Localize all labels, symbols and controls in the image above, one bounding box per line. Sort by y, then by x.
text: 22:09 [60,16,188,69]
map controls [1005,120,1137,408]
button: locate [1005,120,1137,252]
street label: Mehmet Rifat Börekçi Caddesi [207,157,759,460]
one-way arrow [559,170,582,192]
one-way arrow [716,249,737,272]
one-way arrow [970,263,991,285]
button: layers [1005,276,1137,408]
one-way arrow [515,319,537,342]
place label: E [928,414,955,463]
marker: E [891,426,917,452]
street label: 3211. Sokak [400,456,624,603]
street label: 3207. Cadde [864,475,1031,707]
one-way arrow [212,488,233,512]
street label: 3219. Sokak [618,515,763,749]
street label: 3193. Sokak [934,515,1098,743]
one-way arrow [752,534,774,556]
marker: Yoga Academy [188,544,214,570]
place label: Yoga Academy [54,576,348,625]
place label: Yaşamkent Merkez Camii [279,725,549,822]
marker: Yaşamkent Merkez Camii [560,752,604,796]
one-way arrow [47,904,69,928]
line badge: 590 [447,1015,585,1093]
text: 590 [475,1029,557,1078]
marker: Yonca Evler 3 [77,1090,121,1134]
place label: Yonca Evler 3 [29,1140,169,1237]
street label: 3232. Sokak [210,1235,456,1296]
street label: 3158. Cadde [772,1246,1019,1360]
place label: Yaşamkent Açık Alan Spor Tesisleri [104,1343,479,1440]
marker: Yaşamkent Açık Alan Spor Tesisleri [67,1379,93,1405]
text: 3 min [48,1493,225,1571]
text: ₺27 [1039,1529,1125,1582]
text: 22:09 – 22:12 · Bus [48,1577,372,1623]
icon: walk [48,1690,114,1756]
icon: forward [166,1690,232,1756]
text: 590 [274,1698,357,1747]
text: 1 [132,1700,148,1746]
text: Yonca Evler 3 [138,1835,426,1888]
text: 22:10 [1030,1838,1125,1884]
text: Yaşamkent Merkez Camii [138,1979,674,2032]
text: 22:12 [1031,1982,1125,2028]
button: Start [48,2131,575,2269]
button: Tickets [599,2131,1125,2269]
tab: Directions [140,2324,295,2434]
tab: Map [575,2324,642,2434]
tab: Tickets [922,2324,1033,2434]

» **Task instructions**
Within the listing above, find every line containing the string "controls" and return it.

» **Exercise response**
Localize all labels, symbols and controls in the image above, one bounding box per line. Sort by y, then by x.
map controls [1005,120,1137,408]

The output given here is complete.